È tra i libri protocanonici, vale a dire ritenuti ispirati da tutti e da sempre e non tra i cosiddetti deuterocanonici, cioè tra quelli che solo in un secondo momento sono stati considerati ispirati.
2. Va detto anche che fin dall’inizio tanto gli ebrei quanto i cristiani hanno interpretato il Cantico dei Cantici in senso figurato, intendendo parlare dell’amore di Dio per il suo popolo e dell’amore di Cristo per la Chiesa.
Il primo dei profeti a parlare dei rapporti tra Dio e il suo popolo con il simbolo dell’amore coniugale è stato Osea (2,4-20).

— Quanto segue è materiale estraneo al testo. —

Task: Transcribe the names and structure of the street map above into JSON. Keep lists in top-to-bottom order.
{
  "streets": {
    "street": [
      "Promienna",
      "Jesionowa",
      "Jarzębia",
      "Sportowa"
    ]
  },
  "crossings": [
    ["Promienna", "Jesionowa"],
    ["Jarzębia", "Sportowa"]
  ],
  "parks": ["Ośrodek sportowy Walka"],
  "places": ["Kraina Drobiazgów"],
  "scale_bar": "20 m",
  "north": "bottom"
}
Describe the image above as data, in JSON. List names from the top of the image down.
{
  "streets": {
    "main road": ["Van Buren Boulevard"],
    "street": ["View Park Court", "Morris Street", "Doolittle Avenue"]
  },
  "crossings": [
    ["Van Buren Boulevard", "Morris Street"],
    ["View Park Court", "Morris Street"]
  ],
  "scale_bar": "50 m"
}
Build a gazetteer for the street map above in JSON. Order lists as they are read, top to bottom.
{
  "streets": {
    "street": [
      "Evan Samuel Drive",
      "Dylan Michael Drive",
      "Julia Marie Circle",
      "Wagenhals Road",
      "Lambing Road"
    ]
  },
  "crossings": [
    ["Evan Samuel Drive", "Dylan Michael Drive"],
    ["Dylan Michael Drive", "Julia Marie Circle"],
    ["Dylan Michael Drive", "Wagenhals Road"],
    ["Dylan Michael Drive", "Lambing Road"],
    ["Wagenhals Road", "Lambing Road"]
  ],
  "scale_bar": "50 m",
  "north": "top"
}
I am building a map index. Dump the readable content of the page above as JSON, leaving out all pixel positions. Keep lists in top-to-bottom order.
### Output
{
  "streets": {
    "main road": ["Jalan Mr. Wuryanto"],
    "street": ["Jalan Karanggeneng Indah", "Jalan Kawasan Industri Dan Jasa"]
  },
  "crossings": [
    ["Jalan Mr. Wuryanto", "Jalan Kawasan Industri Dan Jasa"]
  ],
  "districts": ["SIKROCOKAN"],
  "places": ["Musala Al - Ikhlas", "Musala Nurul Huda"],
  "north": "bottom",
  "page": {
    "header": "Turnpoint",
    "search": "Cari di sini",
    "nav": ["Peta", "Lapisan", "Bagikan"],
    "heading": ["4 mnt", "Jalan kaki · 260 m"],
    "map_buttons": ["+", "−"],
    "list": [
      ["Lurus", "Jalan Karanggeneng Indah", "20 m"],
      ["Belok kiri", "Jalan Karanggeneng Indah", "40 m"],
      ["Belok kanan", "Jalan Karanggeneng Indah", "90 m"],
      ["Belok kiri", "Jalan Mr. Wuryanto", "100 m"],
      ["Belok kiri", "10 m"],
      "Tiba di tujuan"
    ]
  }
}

In seguito, ne hanno parlato anche Isaia (54,5ss), Geremia (2,2; 3,1ss) ed Ezechiele (16,6ss).
3. Nel suo commento ai libri sapienziali il padre Giuseppe Girotti scrive: “Il documento esegetico ebraico più antico di questa interpretazione allegorica del Cantico si trova nel quarto libro di Esdra, apocrifo del tempo di Domiziano (della fine del I secolo d.C., n.d.r.), ove il popolo di Israele viene nominato con il nome di giardino, giglio, colomba, proprio come la sposa del nostro Cantico.
Questa esegesi è stata confermata dal Targum e dal Talmud, i quali ritengono che in tutto il Cantico lo sposo è Dio e la sposa Israele; e quando il Targum ci dice che la lettura liturgica del Cantico si faceva all’ottavo giorno di Pasqua, suppone che il poemetto è proprio indicato per ricordare il grande amore di Dio per il suo popolo” (Introduzione al Cantico dei Cantici, cfr. I sapienziali, p. 188).
4. Soggiunge p. Girotti: “Come per gli ebrei, così per i Santi Padri il Cantico era un libro che doveva interpretarsi in senso figurato. Ma il popolo eletto essendo stato rigettato dopo la morte del Messia, l’esegesi cristiana fece una trasposizione: lo sposo è il Cristo e la sposa è la Chiesa. Questa trasposizione si poteva fare tanto più a buon diritto in quanto molti ebrei stessi riconoscevano nello sposo il Messia” (Ib.).
5. Iniziando a commentare il Cantico, il padre Girotti scrive ancora: “Dall’introduzione risulta chiaro che il Cantico è difficilissimo a spiegarsi, onde prima di cominciare la nostra succinta esposizione ci sentiamo molto cruciati e temiamo che ci si rivolga il rimprovero che fece un giorno Sant’Agostino ai Donatisti: Perché volete spiegare ciò che non si comprende neppure da noi? Il Cantico dei Cantici è un lungo enigma: assai pochi lo penetrarono, pochissimi di quelli che bussano alla porta penetrano nel mistero” (Ib., p. 196).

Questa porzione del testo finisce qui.